Compare all that with the Pro-Ject Debut Carbon Evo, released last year, and you’ll find they have a few core values in common. The design is equally minimalist – though Pro-Ject offers more colour options – and simplicity and ease of use are evidently held to be almost as important as sonic performance when it comes to these lower mid-range decks.
Taking its most popular turntable design and altering almost every aspect, while at the same time increasing the price, was a dangerous game for Pro-Ject; but the Debut Carbon Evo is a triumph of calculated risk-taking that takes all the jeopardy out of buying your first deck.
Pro-Ject has worked hard at making its latest Debut a class leader, but also one with the potential to be a steady midrange competitor thanks to the changes the company has made.
Among the upgrades are improved motor mounting, new height-adjustable damped feet and a heavy steel platter that weighs 1.7kg and features a thermoplastic elastomer (TPE) damping ring on the inside for quieter operation.
Perhaps most welcome, though, is the addition of a rocker switch on the bottom of the deck that allows you to adjust the rotation speed. No more removing the platter and manually readjusting the belt when you want to go from 33.3rpm to 45. Without doubt, this is an area in which the Debut scores points over its Rega rival.
**Winner** Pro-Ject Debut Carbon Evo
Rega Planar 2 vs Pro-Ject Debut Carbon Evo: features
Despite that nod to convenience, we think you’ll want to interact with this record player as much as possible. Having followed Pro-Ject’s Debut line for many years, we find there’s a real sense of it reaching adulthood with the new Debut Carbon Evo.
Everything about it says it has reached maturity, from the clean lines and lack of ornamentation to the gorgeous finish of its new satin colourways. Alongside the usual high-gloss finishes – available in black, white or red – and a real-wood veneer, there are five glorious satin options (black, white, blue, green or yellow) for no extra cost.
They are lightweight and incredibly stiff, but we notice a little play in the bearings of the deck’s one-piece Carbon tonearm.

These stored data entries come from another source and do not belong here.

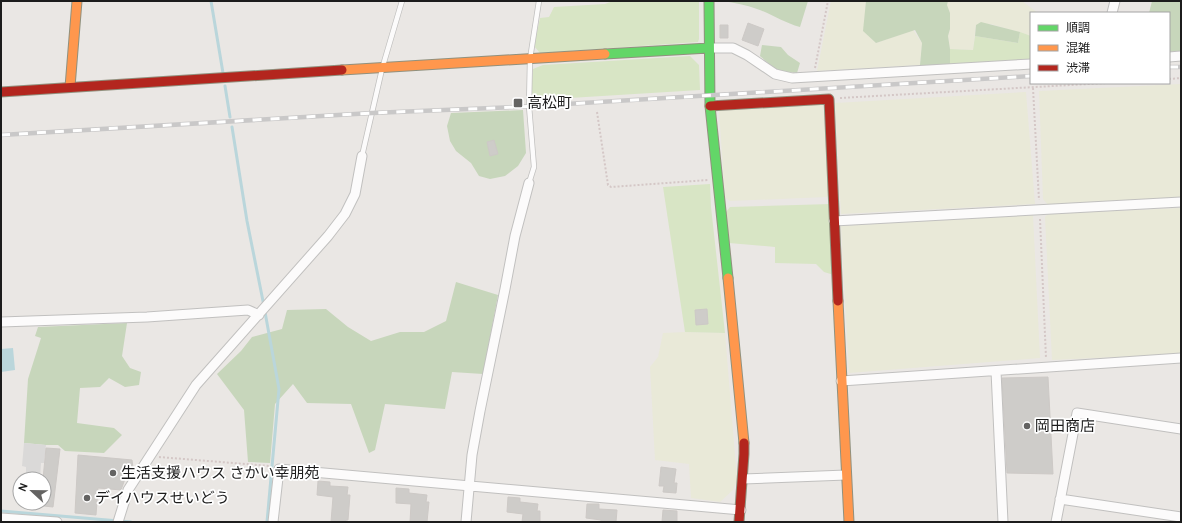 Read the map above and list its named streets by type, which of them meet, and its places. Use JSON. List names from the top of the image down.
{
  "places": {
    "transit": ["高松町"],
    "other": ["岡田商店", "生活支援ハウス さかい幸朋苑", "デイハウスせいどう"]
  },
  "legend": ["順調", "混雑", "渋滞"],
  "north": "left"
} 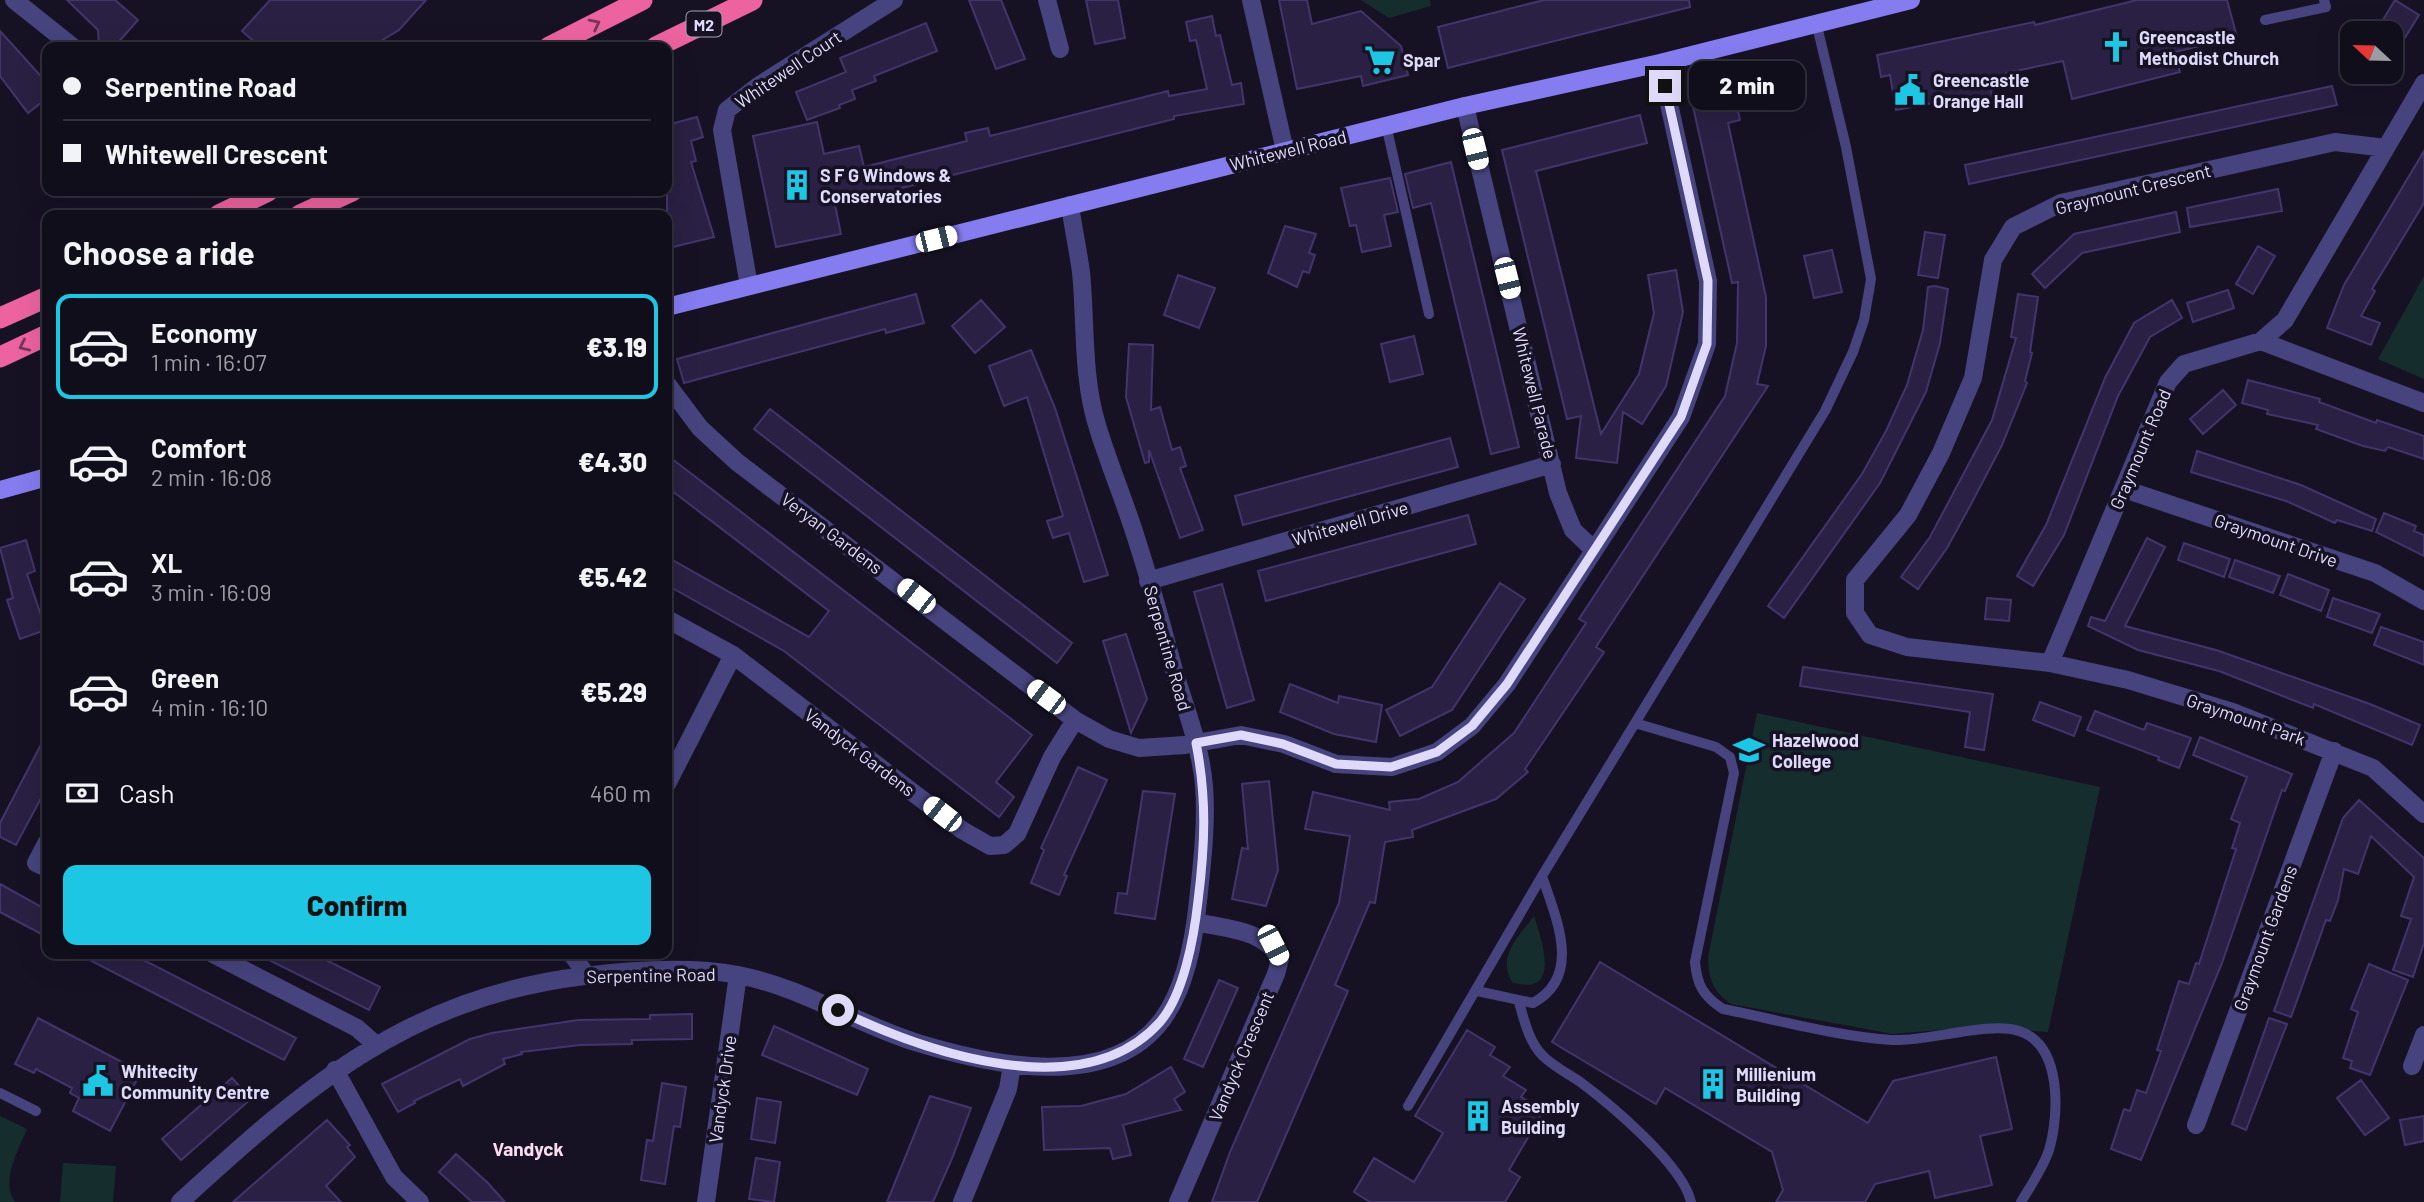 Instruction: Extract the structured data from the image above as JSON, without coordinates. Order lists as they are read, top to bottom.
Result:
{
  "streets": {
    "highway": ["M2"],
    "street": [
      "Whitewell Court",
      "Whitewell Road",
      "Graymount Crescent",
      "Whitewell Parade",
      "Graymount Road",
      "Whitewell Drive",
      "Veryan Gardens",
      "Graymount Drive",
      "Serpentine Road",
      "Graymount Park",
      "Vandyck Gardens",
      "Graymount Gardens",
      "Vandyck Crescent",
      "Vandyck Drive"
    ]
  },
  "crossings": [
    ["Whitewell Court", "Whitewell Road"],
    ["Whitewell Road", "Whitewell Parade"],
    ["Whitewell Road", "Veryan Gardens"],
    ["Whitewell Road", "Serpentine Road"],
    ["Graymount Crescent", "Graymount Road"],
    ["Graymount Crescent", "Graymount Park"],
    ["Whitewell Parade", "Whitewell Drive"],
    ["Whitewell Parade", "Veryan Gardens"],
    ["Graymount Road", "Graymount Drive"],
    ["Graymount Road", "Graymount Park"],
    ["Whitewell Drive", "Serpentine Road"],
    ["Veryan Gardens", "Serpentine Road"],
    ["Veryan Gardens", "Vandyck Gardens"],
    ["Serpentine Road", "Vandyck Crescent"],
    ["Serpentine Road", "Vandyck Drive"],
    ["Graymount Park", "Graymount Gardens"]
  ],
  "districts": ["Vandyck"],
  "places": {
    "church": ["Greencastle Methodist Church"],
    "supermarket": ["Spar"],
    "public building": ["Greencastle Orange Hall", "Whitecity Community Centre"],
    "building": ["S F G Windows & Conservatories", "Millienium Building", "Assembly Building"],
    "school or university": ["Hazelwood College"]
  },
  "north": "left",
  "page": {
    "banner": ["Serpentine Road", "Whitewell Crescent"],
    "bubble": "2 min",
    "heading": "Choose a ride",
    "list": [
      {
        "name": "Economy",
        "note": "1 min · 16:07",
        "value": "€3.19"
      },
      {
        "name": "Comfort",
        "note": "2 min · 16:08",
        "value": "€4.30"
      },
      {
        "name": "XL",
        "note": "3 min · 16:09",
        "value": "€5.42"
      },
      {
        "name": "Green",
        "note": "4 min · 16:10",
        "value": "€5.29"
      }
    ],
    "pay": ["Cash", "460 m"],
    "buttons": "Confirm"
  }
} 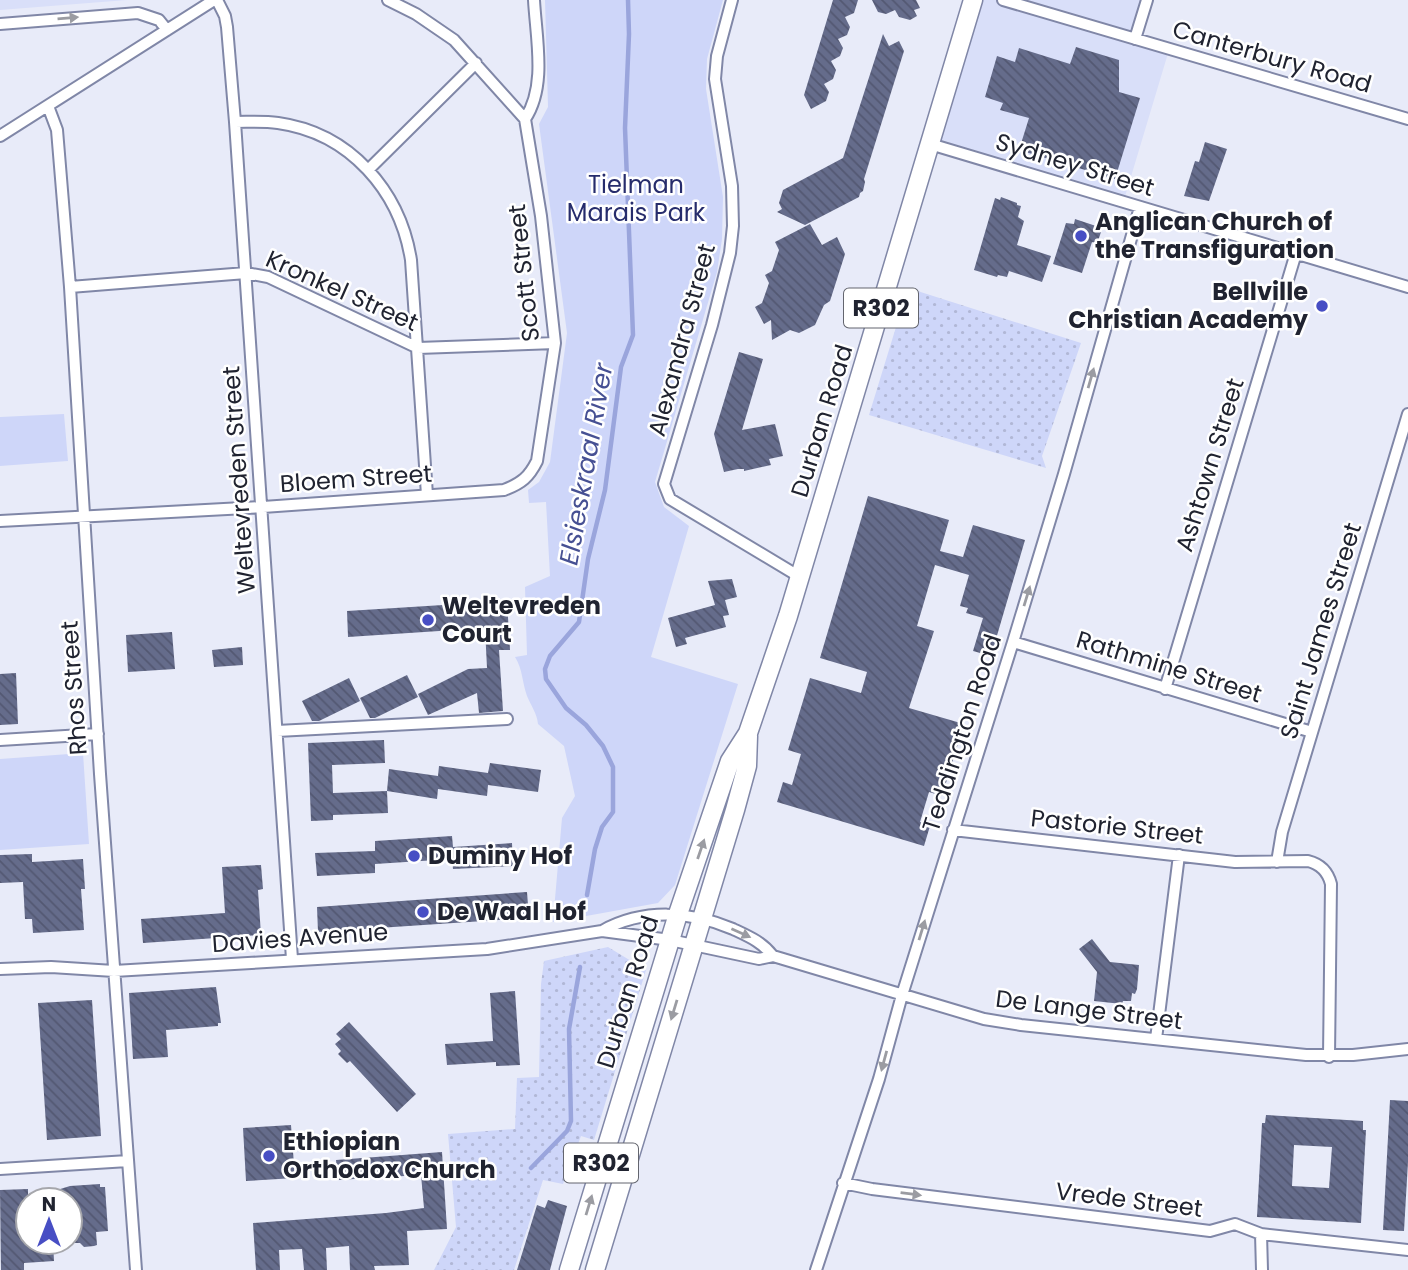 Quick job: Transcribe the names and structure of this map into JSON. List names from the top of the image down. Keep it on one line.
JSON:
{"streets":{"main road":["R302","Durban Road"],"street":["Canterbury Road","Sydney Street","Scott Street","Kronkel Street","Alexandra Street","Ashtown Street","Bloem Street","Weltevreden Street","Saint James Street","Rathmine Street","Rhos Street","Teddington Road","Pastorie Street","Davies Avenue","De Lange Street","Vrede Street"]},"crossings":[["Sydney Street","Durban Road"],["Sydney Street","Ashtown Street"],["Sydney Street","Teddington Road"],["Scott Street","Kronkel Street"],["Scott Street","Bloem Street"],["Kronkel Street","Weltevreden Street"],["Kronkel Street","Rhos Street"],["Alexandra Street","Durban Road"],["Durban Road","Davies Avenue"],["Durban Road","De Lange Street"],["Ashtown Street","Rathmine Street"],["Bloem Street","Weltevreden Street"],["Bloem Street","Rhos Street"],["Weltevreden Street","Davies Avenue"],["Saint James Street","Rathmine Street"],["Saint James Street","Pastorie Street"],["Rathmine Street","Teddington Road"],["Rhos Street","Davies Avenue"],["Teddington Road","Pastorie Street"],["Teddington Road","De Lange Street"],["Teddington Road","Vrede Street"],["Pastorie Street","De Lange Street"],["Davies Avenue","De Lange Street"]],"one_way":["Vrede Street"],"water":["Elsieskraal River"],"parks":["Tielman Marais Park"],"places":["Anglican Church of the Transfiguration","Bellville Christian Academy","Weltevreden Court","Duminy Hof","De Waal Hof","Ethiopian Orthodox Church"],"north":"top"} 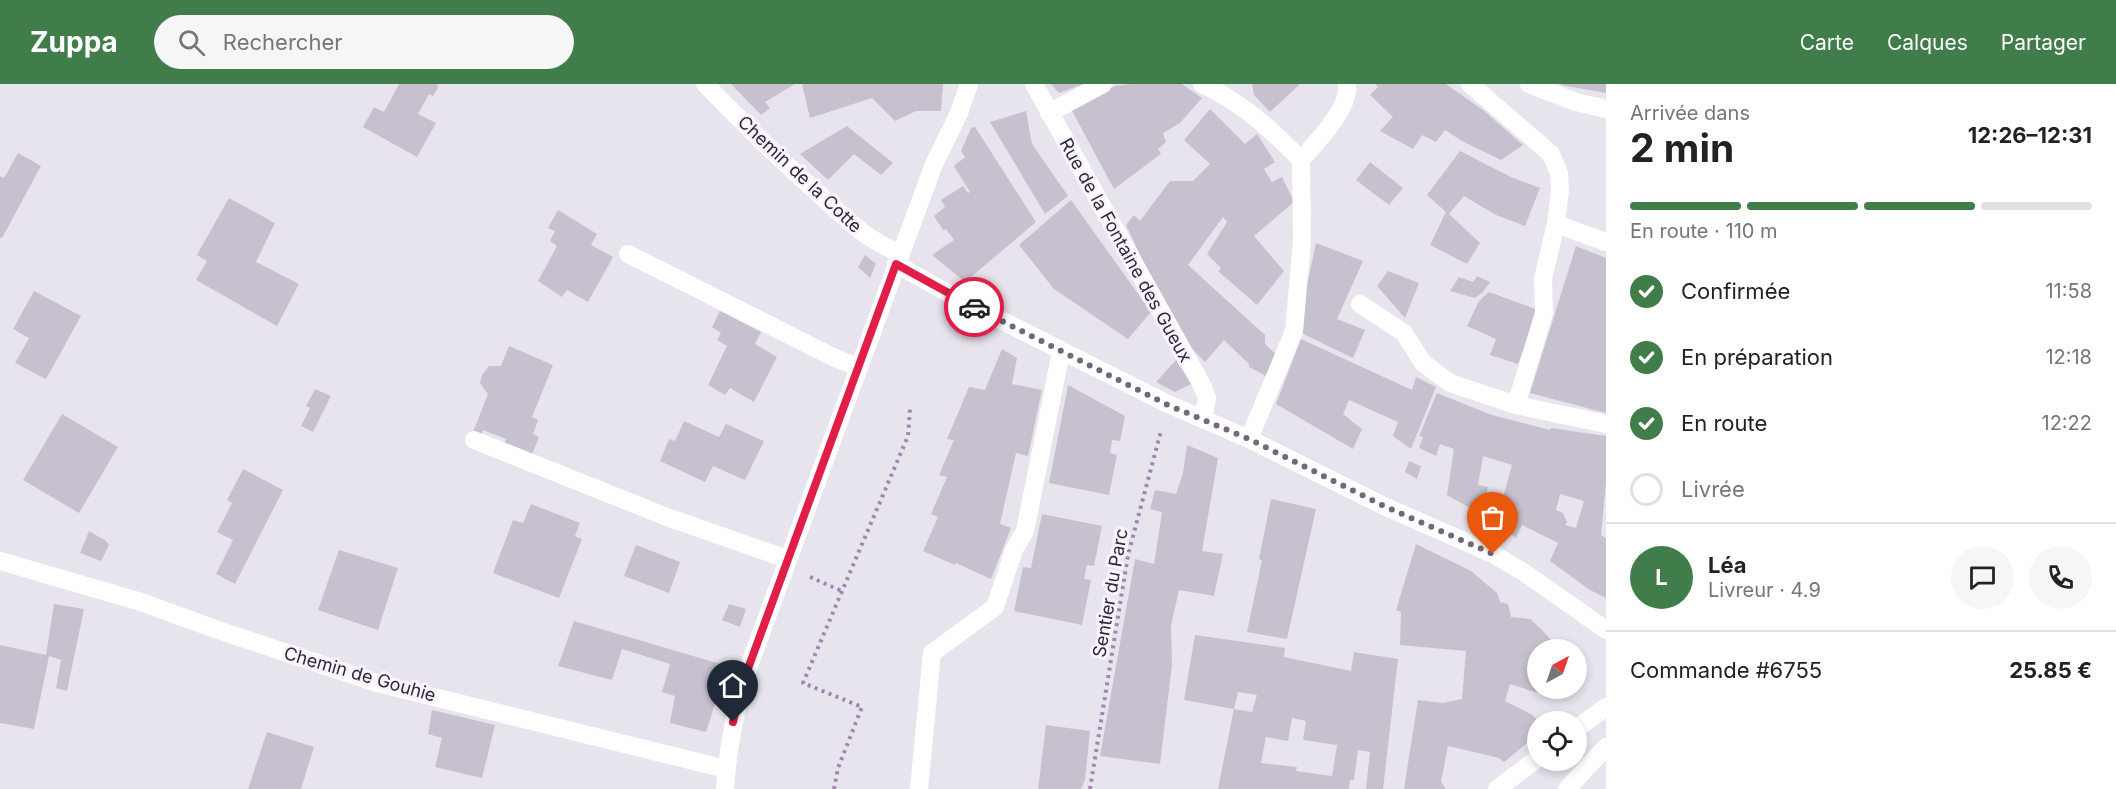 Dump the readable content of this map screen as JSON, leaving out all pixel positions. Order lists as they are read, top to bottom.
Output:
{
  "streets": {
    "street": ["Chemin de la Cotte", "Rue de la Fontaine des Gueux", "Chemin de Gouhie"],
    "path": ["Sentier du Parc"]
  },
  "crossings": [
    ["Chemin de la Cotte", "Rue de la Fontaine des Gueux"],
    ["Chemin de la Cotte", "Sentier du Parc"]
  ],
  "north": "top right",
  "page": {
    "header": "Zuppa",
    "search": "Rechercher",
    "nav": ["Carte", "Calques", "Partager"],
    "heading": ["2 min", "Arrivée dans", "12:26–12:31"],
    "panel": [
      "Léa",
      "Livreur · 4.9",
      "Commande #6755",
      "25.85 €"
    ],
    "bar": "En route · 110 m",
    "list": [
      ["Confirmée", "11:58"],
      ["En préparation", "12:18"],
      ["En route", "12:22"],
      "Livrée"
    ],
    "round": "L"
  }
}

But that doesn’t take away from the fact this is the best tonearm we have found on one of Pro-Ject’s Debut offerings. While most people will get the familiar Ortofon 2M Red cartridge, customers in the USA will instead find the Sumiko Rainier. Our sample features the former.
Once out of the box, you’ll have the Debut up and running in moments – just add the belt, platter and weights, and you’re pretty much ready to go. If we’re talking about speed of set-up, it’s not a race we’d like to call, though the automatic bias setting does work in favour of the Rega. In terms of ease of use, though, the Pro-Ject fires back with its automatic speed change, so in terms of features that shades it for us.
**Winner** Pro-Ject Debut Carbon Evo
Rega Planar 2 vs Pro-Ject Debut Carbon Evo: sound
We spin SBTRKT’s Wonder Where We Land album and the Planar 2 finds its groove straight away. Anyone well versed in Rega decks will no doubt recognise its sonic stamp: balanced and authoritative with impressive scale and an inherent natural musicality.
It gets us toe-tapping to New Dorp, New York the moment the first beat thumps into being. The Rega delivers the bass line with punch, its low end earning its wings for handling the depth and texture of the guttural bass guitar in Gon Stay. And it has the agility and momentum to bounce along to Ezra Koenig’s perky vocal accompaniment. There’s insight into his playful quips, and a fitting solidity to the more thickset monologue that reveals the Rega’s midrange versatility.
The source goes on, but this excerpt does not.